Through liturgy, Christ continues the work of our redemption in, with and through his Church. The liturgy is our way of participating publicly in the ongoing work of Christ – in worship, proclamation of the Gospel and active charity – to the glory of God (Catechism of the Catholic Church (CCC), 1069-70). No wonder the Second Vatican Council described liturgy as the summit and source of the Church’s activity (Constitution on Sacred Liturgy, Sacrosanctum Concilium, 10), and Eucharist (the Mass) as the source and summit of Christian life (Dogmatic Constitution on the Church, Lumen Gentium, 11).
Our model for music in the liturgy is Jesus himself, who sang psalms with the apostles at the Last Supper (Mt 26:30; Mk 14:26). Music is an integral part of our participation in liturgy – an integral part of our participation in the work of God. For “when song and music are signs of the Holy Spirit’s presence and action, they encourage, in a certain way, communion with the Trinity” (John Paul II, Address to the Pontifical Institute of Sacred Music, 3; Chirograph on Sacred Music, 3).

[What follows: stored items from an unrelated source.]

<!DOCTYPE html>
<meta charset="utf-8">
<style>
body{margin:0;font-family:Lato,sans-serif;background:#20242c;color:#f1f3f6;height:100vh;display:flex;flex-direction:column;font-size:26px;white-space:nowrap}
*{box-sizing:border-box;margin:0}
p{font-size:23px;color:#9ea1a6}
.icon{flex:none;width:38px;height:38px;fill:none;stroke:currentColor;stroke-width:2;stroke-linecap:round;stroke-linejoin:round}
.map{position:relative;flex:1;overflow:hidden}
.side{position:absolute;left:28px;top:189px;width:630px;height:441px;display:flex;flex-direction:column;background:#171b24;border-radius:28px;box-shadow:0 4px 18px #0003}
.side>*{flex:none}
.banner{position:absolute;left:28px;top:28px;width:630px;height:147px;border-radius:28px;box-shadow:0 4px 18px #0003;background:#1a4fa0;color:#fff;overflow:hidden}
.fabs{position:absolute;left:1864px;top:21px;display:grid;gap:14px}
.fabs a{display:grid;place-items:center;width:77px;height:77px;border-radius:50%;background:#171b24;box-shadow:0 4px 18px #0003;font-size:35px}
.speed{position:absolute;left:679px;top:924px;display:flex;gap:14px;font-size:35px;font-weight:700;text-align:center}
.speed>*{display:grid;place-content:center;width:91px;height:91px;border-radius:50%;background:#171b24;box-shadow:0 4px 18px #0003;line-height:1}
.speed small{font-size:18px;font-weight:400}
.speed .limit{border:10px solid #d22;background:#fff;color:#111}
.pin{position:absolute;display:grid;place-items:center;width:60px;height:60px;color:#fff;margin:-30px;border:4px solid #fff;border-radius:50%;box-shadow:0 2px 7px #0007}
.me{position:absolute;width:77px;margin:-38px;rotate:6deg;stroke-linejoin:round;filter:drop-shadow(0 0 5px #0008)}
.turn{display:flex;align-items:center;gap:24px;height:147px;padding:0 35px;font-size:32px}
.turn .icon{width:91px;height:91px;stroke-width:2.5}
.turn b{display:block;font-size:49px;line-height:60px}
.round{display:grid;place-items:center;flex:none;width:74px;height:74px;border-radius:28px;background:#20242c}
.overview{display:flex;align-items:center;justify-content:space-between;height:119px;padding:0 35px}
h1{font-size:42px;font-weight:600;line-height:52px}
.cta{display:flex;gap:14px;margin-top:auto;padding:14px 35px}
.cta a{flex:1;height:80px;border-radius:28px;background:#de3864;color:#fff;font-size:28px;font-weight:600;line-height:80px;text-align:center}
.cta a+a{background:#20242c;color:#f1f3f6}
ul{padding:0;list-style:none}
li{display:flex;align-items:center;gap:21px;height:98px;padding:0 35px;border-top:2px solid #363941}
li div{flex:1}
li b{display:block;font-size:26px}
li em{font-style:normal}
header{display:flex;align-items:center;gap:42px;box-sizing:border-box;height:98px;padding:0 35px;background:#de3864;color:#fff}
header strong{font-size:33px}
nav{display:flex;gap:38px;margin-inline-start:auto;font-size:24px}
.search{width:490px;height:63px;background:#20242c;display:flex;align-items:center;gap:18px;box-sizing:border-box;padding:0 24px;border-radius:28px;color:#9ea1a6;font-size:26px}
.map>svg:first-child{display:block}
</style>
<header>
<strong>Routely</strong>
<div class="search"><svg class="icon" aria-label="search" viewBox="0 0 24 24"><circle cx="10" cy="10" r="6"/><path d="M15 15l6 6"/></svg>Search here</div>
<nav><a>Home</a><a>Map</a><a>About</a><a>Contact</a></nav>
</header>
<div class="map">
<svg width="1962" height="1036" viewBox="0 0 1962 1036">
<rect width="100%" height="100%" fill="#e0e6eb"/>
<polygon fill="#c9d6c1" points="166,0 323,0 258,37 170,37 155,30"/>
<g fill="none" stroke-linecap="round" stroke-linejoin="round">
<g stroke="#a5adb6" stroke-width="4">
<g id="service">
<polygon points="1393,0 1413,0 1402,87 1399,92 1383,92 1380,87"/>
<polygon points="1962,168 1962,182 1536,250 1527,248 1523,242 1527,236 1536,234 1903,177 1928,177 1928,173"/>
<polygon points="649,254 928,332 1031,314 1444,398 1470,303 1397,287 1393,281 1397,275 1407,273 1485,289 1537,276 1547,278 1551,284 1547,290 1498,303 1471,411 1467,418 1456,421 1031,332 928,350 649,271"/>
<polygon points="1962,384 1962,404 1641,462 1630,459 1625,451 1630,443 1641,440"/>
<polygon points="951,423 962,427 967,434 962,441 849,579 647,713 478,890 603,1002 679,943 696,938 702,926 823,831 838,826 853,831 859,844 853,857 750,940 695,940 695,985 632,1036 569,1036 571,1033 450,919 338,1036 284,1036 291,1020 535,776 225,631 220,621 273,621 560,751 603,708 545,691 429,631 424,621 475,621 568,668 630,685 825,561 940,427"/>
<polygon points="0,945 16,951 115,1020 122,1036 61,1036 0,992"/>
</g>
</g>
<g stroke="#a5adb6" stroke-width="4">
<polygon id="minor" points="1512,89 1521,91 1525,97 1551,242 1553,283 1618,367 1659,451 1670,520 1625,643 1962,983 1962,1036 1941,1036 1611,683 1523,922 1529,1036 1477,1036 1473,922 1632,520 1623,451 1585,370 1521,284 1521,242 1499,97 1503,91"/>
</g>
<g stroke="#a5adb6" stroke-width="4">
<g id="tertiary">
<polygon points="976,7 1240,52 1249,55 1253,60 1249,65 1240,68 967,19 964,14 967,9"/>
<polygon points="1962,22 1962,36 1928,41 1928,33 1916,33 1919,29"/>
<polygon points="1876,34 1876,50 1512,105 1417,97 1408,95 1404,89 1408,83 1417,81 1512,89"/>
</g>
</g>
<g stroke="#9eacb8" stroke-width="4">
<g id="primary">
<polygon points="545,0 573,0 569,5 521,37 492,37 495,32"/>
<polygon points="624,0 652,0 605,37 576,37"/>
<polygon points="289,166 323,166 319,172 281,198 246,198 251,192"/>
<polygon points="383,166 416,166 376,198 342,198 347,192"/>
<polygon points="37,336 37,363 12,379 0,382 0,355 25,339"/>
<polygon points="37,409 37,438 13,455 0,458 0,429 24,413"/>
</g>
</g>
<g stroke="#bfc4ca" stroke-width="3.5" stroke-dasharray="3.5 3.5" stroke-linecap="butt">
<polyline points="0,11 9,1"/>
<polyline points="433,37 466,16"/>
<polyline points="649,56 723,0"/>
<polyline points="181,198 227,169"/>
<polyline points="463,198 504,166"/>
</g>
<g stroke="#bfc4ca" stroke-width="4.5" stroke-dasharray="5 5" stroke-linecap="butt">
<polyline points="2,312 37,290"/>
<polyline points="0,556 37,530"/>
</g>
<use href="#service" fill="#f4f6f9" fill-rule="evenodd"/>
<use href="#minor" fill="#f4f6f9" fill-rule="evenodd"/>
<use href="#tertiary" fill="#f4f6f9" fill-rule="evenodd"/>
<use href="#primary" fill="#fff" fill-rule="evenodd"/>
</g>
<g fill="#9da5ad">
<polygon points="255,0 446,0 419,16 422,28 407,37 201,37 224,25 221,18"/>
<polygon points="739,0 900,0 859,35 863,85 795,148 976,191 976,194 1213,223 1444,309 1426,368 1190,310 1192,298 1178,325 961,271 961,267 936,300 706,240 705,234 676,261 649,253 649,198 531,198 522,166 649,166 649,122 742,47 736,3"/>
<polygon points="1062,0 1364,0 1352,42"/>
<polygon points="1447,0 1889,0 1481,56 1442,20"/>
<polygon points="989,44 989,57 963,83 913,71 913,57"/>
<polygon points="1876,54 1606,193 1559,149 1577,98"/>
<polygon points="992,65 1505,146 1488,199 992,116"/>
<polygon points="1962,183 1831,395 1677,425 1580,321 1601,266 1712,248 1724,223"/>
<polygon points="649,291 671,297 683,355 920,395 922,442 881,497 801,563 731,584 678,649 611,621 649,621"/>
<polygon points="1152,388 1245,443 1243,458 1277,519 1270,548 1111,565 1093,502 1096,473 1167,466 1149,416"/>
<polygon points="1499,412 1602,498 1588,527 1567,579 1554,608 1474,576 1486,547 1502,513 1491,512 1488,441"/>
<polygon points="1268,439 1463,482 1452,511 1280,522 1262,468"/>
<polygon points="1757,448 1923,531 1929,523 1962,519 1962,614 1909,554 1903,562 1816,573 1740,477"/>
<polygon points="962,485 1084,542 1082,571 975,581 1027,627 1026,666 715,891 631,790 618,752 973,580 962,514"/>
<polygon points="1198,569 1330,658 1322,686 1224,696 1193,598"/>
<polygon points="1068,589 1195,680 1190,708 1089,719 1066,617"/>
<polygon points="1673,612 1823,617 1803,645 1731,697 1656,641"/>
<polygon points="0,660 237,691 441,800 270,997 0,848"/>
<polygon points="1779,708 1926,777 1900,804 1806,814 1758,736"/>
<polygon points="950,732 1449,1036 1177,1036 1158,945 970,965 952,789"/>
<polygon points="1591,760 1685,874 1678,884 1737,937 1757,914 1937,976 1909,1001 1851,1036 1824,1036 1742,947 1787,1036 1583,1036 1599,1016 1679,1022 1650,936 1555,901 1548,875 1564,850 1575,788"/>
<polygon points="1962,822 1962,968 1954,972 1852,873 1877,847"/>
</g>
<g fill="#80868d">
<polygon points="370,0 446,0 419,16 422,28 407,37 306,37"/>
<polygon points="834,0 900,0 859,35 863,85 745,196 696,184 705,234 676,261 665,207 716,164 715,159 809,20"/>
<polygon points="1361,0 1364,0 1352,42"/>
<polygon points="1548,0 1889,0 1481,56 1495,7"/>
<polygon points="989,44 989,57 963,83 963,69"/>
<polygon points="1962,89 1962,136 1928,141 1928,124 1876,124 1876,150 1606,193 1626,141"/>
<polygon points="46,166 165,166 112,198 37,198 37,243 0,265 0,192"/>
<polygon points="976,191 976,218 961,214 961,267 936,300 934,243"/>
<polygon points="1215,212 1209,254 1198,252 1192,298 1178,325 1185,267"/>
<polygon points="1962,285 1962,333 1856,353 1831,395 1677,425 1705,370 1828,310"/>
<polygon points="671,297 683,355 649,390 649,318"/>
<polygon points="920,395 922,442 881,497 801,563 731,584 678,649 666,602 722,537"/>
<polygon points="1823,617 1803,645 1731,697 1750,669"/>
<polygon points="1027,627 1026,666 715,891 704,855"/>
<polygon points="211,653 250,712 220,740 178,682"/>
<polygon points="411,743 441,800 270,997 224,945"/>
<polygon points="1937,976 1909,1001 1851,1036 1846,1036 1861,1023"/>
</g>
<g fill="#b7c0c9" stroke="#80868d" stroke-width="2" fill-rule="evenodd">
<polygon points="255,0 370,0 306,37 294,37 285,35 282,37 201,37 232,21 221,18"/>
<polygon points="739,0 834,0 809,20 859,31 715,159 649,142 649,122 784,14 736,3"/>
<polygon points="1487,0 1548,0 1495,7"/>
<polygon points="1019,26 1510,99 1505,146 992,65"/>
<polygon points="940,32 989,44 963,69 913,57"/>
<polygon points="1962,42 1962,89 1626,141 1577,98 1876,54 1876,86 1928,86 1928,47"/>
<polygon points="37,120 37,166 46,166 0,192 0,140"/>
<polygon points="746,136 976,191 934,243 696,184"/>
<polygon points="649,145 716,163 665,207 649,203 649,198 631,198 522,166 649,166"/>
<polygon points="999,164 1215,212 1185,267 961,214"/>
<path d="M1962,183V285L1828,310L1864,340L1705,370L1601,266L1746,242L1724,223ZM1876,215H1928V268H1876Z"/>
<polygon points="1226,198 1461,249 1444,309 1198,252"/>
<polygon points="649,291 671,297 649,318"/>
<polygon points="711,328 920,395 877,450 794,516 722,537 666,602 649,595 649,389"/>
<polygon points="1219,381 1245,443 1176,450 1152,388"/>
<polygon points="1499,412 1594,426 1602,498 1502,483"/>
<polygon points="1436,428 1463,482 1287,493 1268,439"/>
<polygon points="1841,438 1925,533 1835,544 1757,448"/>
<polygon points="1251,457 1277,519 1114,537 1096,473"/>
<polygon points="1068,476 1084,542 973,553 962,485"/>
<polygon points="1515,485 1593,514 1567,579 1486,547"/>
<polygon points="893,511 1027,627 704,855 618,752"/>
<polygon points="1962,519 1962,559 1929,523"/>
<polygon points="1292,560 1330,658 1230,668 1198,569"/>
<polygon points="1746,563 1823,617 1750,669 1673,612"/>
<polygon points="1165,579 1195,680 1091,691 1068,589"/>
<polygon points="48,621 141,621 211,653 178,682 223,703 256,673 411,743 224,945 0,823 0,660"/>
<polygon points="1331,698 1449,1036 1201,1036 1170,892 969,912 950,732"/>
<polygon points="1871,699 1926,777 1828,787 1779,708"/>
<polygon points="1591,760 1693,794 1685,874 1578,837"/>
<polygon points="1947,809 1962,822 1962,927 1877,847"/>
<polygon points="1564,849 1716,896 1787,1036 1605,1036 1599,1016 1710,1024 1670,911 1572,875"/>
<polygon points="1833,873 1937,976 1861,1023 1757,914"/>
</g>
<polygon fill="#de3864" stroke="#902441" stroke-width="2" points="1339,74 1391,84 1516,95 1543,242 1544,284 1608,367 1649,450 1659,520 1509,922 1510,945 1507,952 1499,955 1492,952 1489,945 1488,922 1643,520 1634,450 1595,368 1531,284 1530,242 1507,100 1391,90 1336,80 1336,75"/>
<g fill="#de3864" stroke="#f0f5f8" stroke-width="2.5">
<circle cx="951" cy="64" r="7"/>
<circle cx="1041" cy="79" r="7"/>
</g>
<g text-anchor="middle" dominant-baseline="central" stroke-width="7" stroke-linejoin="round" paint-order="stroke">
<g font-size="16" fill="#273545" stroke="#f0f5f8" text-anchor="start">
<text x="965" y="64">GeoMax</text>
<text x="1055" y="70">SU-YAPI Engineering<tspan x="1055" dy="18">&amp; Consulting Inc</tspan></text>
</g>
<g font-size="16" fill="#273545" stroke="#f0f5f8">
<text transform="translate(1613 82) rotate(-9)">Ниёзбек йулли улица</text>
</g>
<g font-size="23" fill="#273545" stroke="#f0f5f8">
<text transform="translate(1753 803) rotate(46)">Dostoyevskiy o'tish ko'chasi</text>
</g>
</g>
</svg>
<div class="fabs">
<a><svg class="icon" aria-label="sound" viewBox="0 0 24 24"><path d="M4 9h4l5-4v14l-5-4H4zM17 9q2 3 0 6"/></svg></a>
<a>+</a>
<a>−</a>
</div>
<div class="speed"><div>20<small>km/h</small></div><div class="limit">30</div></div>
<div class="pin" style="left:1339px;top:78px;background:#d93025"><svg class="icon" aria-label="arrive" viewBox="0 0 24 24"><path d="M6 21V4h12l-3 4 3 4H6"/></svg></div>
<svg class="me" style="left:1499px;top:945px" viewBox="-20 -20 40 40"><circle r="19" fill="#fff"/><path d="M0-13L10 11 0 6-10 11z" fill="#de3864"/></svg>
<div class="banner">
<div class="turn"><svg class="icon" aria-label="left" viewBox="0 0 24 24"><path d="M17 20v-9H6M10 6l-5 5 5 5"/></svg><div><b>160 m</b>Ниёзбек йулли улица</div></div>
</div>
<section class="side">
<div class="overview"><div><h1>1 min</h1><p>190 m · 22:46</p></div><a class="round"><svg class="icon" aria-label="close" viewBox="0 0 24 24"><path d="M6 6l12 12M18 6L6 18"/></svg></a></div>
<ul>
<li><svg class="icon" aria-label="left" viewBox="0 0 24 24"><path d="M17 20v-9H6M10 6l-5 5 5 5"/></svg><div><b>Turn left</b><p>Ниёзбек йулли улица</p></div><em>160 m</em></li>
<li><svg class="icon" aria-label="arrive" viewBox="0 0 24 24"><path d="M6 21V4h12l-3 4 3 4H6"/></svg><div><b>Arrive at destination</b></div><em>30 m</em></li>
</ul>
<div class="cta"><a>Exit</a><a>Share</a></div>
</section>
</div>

The Second Vatican Council’s Constitution on Sacred Liturgy (CSL) made particular mention of the role of music in fulfilling the purpose of liturgy, which is the glory of God and the sanctification of the faithful (CSL 112). The Second Vatican Council’s Instruction on Music in the Liturgy, Musicam Sacram (MS), mentions five specific ministerial functions of music in the liturgy. Through music in the liturgy:
1. prayer is given a more graceful expression,
2. the mystery of the liturgy, with its hierarchical and community nature, is more openly shown,
3. the unity of hearts is more profoundly achieved by the union of voices,
4. minds are more easily raised to heavenly things by the beauty of the liturgy, and
5. the whole celebration more clearly prefigures the heavenly liturgy (cf. MS 4-5).